After this season of A Streetcar Named Desire ends, the Bakehouse will be no more.

An institution for Adelaide’s theatre world since the 1970s, the theatre on Angas Street will be repurposed by its owners and the distinctive performance spaces will be gone.

Against the blank canvas of the black-painted walls of the main theatre, the New Orleans of Tennessee Williams’ 1947 play is economically evoked with a simple set. Those who’ve seen the play, or the famous original film starring Marlon Brando and Vivien Leigh, will know that the action takes place in and around a shabby and tiny flat, next door to the Four Deuces bar.

A pro-am cast under the direction of Michael Baldwin makes a good fist of the well-known drama: southern belle Blanche DuBois moves in with her sister-in-law Stella and her volcanic, vulgar husband Stanley Kowalski. Blanche puts on airs of a proper and wealthy woman but is clearly also deeply insecure, traumatised and destitute. The famously animalistic character of Stanley shakes her until she breaks, ending her hopes of a new beginning with the violent man’s kinder friend, Mitch.

It’s not a complex plot, but the layers of social commentary are many and disturbingly current: sexual hypocrisy, shame and bigotry, domestic violence and class divides are all brought to light with Williams’ deft writing.

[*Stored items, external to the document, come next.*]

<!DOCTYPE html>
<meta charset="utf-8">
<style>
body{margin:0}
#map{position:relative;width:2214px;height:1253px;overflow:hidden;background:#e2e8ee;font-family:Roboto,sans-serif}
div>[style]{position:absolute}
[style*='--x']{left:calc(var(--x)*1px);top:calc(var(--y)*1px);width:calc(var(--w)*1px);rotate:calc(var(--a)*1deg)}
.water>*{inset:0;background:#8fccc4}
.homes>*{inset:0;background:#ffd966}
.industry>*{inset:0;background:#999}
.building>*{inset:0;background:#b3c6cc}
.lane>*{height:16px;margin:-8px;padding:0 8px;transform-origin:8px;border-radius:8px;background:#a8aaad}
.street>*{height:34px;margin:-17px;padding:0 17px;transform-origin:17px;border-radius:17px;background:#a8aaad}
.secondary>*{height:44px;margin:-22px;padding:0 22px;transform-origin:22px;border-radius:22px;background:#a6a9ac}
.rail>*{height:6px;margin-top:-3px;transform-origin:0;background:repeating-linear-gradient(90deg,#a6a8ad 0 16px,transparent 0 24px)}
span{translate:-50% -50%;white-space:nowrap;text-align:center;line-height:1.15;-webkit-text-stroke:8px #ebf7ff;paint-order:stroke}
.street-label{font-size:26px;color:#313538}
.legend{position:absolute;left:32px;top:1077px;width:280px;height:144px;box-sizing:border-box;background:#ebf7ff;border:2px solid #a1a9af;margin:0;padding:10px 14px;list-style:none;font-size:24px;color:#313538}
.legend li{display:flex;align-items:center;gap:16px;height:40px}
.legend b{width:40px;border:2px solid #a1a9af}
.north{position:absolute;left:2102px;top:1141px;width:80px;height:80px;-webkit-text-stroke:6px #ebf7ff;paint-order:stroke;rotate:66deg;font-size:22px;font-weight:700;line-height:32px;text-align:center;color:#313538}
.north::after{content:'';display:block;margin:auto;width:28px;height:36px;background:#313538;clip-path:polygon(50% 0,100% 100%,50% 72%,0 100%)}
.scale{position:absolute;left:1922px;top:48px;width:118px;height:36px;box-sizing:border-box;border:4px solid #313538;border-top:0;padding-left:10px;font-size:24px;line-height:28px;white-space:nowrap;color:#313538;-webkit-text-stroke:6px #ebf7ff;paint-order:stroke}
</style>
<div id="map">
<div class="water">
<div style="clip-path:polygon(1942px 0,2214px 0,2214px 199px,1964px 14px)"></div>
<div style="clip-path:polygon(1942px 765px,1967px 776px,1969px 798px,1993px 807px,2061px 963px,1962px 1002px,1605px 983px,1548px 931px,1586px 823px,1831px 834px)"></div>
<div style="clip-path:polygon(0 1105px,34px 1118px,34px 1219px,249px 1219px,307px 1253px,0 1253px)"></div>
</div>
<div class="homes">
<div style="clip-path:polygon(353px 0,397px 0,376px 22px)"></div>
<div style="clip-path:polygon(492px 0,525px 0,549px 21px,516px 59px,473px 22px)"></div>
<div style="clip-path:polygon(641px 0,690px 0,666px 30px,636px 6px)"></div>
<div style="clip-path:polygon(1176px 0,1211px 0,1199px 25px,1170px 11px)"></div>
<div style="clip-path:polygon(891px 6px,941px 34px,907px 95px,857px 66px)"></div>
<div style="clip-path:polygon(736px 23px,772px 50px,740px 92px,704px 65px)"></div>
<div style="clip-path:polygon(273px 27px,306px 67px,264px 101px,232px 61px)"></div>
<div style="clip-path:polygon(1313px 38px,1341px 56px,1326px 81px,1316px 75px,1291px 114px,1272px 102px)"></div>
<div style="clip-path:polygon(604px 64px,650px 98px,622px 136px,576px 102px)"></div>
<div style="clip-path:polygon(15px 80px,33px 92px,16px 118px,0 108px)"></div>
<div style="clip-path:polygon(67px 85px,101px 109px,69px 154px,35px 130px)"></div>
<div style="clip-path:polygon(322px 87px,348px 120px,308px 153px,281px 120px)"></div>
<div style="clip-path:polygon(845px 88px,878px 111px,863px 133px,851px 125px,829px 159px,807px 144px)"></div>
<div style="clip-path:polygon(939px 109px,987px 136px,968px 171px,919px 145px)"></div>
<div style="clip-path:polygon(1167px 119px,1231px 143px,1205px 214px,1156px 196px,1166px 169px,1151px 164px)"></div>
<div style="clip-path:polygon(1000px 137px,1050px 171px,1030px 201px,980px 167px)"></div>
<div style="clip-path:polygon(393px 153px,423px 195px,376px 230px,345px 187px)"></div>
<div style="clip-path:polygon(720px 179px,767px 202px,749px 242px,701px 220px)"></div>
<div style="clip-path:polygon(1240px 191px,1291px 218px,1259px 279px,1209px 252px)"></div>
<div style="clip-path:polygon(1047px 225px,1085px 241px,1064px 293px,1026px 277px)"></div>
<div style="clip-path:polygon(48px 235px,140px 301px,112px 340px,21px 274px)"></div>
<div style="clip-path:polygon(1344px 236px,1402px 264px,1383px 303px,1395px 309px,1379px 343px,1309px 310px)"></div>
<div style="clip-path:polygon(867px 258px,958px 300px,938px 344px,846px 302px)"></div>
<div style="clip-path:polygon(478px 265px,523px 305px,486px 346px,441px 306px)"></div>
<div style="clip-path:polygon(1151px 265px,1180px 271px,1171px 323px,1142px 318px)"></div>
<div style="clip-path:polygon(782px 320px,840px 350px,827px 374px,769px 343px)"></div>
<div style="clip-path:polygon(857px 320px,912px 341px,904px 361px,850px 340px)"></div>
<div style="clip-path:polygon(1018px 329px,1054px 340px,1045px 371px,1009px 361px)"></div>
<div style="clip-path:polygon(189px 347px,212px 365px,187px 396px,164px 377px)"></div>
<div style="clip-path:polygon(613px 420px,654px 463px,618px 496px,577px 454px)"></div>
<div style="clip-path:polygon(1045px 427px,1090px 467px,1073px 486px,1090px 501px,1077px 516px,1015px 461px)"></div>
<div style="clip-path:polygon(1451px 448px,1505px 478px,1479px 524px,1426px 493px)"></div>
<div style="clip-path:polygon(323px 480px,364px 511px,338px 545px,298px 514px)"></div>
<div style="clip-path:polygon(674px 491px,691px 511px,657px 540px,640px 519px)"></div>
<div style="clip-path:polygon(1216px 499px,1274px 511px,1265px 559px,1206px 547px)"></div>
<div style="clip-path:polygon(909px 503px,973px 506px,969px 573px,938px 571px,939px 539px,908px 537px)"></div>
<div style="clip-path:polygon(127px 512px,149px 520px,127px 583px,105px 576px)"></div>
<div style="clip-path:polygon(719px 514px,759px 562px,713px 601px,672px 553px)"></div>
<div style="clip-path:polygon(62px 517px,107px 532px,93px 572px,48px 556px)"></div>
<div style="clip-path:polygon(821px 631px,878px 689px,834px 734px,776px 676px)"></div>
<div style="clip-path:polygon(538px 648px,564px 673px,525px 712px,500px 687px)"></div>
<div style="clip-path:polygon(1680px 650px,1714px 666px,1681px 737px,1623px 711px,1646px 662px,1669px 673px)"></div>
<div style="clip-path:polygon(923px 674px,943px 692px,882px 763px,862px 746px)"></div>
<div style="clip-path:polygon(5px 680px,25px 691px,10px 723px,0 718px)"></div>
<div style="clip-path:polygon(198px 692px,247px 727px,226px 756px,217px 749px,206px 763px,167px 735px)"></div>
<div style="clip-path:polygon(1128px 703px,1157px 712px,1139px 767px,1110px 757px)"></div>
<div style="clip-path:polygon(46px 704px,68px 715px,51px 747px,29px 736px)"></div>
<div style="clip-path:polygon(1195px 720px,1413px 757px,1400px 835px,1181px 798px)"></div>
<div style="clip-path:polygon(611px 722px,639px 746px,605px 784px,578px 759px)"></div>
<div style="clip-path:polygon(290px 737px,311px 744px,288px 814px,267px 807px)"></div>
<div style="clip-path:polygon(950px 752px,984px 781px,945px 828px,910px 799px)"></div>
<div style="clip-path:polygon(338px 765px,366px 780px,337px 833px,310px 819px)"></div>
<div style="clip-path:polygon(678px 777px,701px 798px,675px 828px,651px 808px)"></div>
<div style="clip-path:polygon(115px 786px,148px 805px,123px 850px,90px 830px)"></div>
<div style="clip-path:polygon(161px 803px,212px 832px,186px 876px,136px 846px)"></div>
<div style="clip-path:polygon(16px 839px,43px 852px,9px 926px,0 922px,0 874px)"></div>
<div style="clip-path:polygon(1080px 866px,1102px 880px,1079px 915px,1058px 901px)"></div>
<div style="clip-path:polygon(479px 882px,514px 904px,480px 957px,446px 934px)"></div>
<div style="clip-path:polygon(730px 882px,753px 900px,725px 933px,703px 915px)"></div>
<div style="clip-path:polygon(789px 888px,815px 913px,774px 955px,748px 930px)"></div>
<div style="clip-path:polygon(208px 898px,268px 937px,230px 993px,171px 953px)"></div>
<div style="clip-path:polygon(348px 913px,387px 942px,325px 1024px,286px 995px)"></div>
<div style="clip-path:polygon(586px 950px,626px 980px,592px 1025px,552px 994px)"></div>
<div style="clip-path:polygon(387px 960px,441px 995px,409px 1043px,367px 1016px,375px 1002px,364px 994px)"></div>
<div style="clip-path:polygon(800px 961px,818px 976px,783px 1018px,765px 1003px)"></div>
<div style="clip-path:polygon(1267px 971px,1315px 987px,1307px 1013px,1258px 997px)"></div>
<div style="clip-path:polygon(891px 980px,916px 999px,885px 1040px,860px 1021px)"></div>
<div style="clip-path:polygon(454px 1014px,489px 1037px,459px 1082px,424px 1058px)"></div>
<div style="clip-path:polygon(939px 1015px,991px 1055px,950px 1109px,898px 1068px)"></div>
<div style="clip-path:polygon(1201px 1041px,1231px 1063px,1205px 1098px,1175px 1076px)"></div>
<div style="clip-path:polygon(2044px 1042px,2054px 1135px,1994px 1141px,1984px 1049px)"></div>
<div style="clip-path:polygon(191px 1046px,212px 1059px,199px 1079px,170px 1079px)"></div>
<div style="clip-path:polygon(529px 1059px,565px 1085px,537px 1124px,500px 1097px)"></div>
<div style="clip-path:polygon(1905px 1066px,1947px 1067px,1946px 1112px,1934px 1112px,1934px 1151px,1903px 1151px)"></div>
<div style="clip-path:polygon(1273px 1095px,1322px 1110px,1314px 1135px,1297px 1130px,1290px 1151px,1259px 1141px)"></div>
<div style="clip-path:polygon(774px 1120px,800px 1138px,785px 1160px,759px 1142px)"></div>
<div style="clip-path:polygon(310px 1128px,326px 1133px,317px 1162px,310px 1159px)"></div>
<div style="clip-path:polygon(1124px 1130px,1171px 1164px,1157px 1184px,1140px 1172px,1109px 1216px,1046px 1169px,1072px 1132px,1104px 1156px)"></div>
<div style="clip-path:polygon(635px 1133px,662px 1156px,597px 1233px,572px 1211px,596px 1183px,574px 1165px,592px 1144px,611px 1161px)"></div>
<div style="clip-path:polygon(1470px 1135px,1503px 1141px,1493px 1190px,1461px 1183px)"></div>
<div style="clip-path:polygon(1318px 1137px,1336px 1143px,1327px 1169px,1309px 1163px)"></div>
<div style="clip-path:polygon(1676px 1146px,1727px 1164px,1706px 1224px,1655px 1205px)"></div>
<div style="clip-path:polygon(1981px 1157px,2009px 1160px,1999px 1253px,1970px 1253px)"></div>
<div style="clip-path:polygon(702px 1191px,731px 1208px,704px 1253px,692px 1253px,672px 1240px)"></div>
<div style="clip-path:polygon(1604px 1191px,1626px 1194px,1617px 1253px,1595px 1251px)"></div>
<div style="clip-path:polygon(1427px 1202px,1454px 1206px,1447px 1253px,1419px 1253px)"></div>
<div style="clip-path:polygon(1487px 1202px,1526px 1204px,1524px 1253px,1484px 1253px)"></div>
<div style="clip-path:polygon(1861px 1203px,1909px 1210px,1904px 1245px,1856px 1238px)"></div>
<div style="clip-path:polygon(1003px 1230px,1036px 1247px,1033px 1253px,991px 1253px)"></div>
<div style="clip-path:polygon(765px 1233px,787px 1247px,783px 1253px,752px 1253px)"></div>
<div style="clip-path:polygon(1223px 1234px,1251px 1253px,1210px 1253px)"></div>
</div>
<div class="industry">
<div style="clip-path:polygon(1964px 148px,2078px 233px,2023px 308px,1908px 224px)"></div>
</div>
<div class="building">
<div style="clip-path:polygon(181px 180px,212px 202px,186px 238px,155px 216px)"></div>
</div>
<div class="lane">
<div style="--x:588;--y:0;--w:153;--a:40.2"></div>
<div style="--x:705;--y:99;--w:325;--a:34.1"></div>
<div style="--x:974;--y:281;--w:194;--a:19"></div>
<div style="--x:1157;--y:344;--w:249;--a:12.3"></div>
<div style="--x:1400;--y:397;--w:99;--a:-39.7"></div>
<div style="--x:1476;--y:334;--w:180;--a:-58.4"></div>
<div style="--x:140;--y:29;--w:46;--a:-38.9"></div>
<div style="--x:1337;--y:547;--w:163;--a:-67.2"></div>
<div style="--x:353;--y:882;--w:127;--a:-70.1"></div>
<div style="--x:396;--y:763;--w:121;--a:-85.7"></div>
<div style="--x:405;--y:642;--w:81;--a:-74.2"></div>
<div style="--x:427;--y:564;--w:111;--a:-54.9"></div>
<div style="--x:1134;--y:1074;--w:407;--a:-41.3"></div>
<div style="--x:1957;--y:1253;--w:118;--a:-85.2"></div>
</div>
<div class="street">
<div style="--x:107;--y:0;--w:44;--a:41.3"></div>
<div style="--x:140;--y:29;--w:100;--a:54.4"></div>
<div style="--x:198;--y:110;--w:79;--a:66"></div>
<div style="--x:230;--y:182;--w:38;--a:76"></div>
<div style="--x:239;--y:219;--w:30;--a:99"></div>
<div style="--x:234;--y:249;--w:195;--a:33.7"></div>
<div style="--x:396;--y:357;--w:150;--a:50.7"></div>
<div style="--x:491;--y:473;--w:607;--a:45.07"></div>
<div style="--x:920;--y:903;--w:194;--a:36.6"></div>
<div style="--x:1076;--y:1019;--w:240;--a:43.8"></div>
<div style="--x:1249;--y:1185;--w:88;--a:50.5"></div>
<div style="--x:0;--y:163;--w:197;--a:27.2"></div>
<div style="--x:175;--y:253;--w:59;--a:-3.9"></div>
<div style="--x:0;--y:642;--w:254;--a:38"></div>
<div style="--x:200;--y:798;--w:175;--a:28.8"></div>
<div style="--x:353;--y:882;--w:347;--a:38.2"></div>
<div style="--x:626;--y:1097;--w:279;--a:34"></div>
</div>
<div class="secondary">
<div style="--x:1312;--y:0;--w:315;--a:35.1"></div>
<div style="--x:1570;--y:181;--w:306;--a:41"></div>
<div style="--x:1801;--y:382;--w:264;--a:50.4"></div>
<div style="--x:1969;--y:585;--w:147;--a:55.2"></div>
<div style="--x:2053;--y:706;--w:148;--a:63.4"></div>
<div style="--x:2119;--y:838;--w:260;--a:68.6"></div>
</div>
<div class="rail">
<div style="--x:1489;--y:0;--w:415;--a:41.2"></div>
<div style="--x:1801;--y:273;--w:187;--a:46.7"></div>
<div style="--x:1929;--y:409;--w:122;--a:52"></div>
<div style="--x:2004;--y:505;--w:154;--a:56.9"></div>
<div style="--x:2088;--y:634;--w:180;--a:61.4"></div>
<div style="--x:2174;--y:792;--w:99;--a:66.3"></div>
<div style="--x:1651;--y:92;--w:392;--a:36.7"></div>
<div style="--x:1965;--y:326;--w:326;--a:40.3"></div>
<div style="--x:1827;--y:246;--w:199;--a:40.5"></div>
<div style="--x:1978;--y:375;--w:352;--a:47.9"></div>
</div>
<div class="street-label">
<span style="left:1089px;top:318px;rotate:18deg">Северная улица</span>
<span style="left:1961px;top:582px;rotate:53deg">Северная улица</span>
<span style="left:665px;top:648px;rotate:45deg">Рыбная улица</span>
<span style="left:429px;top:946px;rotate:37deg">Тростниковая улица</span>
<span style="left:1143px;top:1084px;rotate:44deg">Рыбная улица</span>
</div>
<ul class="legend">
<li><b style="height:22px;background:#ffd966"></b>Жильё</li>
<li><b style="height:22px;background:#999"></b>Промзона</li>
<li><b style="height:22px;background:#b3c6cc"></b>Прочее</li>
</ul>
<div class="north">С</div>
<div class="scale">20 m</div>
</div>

The accents and diction here are a challenge at times and the more chaotic scenes could be better controlled, but these are not insurmountable issues, due to some fine central performances.

As Stan, Paul Westbrook delivers a Brando-esque, physical turn, down to the strange, tortured vocalising of the brutal man of the house, who insists on schooling the women on the “Napoleonic Code”. Marc Clement deals well with the subtler character of Mitch, described appropriately in the original New Yorker review of the play as a “touching blend of dignity and pathos”. Justina Ward is suitably restrained in the role of Stella, pulled in all directions by her abusive husband and demanding sister – convincingly portraying the character that is, perhaps, and tragically, the only truly kind person in the play.

“Stella!”: Paul Westbrook as Stanley Kowalski. Photo: Michael Errey

As expected, though, Melanie Munt’s Blanche is the heart of the enterprise, and she brings deftness to the role. Blanche’s unravelling can enter the realm of melodrama, but Munt’s delivery of the character’s vulnerable side, her remembrances of falling in love, her tragic marriage, her justification of her lies as hope for something better rather than an acceptance of bleak reality, are very moving. Her seduction of the young newspaper collector (Matthew Adams) is a disturbingly good and awkward moment.

Bakehouse stalwarts Pamela Munt and Peter Green, who both did so much to make the theatre an important place, have brief cameos at the end, as the nurse and the doctor who lead away the now completely broken Blanche.

Fittingly, the production makes a hero of the space itself. The walls are bare; the idiosyncratic arrangements of doors at stage right are key to the action; and the door to the foyer remains open, from which the tinkling, gentle jazz of Walter Barbieri on piano adds the ambience of New Orleans to the sweaty interior action.

The Bakehouse has seen all kinds of productions – as Samela Harris pointed out in this lovely eulogy – but it’s also seen its share of classics.

Go and see this one – celebrate and lament.

A Streetcar Named Desire plays at the Bakehouse until May 7.